Dr. Manfred Lütz: Der Wahnsinn der Normalen

„Der ist verrückt“ – das ist schnell gesagt. Tyrannen und Kriegsverbrecher werden ebenso abgestempelt wie exzentrische Künstler oder einfach nur Menschen, die etwas merkwürdig sind, anders, nicht ganz im Raster der Normalität. Ein Fehlurteil, wie Dr.
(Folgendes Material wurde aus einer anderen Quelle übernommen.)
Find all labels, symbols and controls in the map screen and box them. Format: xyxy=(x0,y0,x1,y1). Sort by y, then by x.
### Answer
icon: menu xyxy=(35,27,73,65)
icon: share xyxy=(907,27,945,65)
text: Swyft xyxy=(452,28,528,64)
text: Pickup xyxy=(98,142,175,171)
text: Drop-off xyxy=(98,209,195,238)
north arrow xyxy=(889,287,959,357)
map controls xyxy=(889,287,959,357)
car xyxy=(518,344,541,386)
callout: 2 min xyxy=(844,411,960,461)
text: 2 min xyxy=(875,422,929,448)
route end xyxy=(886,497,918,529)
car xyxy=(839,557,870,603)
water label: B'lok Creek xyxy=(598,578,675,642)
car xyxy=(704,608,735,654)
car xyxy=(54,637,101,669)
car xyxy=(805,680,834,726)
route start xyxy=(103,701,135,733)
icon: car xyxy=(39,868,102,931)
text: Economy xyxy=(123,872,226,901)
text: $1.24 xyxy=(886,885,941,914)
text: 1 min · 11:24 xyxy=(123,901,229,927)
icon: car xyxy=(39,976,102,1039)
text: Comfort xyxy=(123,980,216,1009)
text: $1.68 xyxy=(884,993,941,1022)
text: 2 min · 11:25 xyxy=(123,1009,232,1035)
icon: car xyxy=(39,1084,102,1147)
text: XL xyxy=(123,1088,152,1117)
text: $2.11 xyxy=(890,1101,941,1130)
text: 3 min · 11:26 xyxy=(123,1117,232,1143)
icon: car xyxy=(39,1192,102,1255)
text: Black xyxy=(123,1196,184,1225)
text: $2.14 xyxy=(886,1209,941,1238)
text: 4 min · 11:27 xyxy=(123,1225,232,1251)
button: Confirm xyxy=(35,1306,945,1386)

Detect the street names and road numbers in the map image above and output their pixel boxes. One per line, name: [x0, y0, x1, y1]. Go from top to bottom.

Manfred Lütz jetzt im bis auf den letzten Platz ausverkauften Haus der Springmaus erklärte. Denn die meisten dieser Personen seien geistig völlig gesund. Außergewöhnlich vielleicht, im Falle von Hitler und Stalin auch erschreckend böse, aber nicht psychisch krank. „Meine Patienten haben noch nie einen Weltkrieg angezettelt“, betont er. Und würden so etwas auch nie tun. Denn problematisch, so seine satirisch zugespitzte These, sind meistens die Normalen. Oder die, die dafür gelten. Doch denen kann er leider nicht helfen. Auch wenn er es gerne würde.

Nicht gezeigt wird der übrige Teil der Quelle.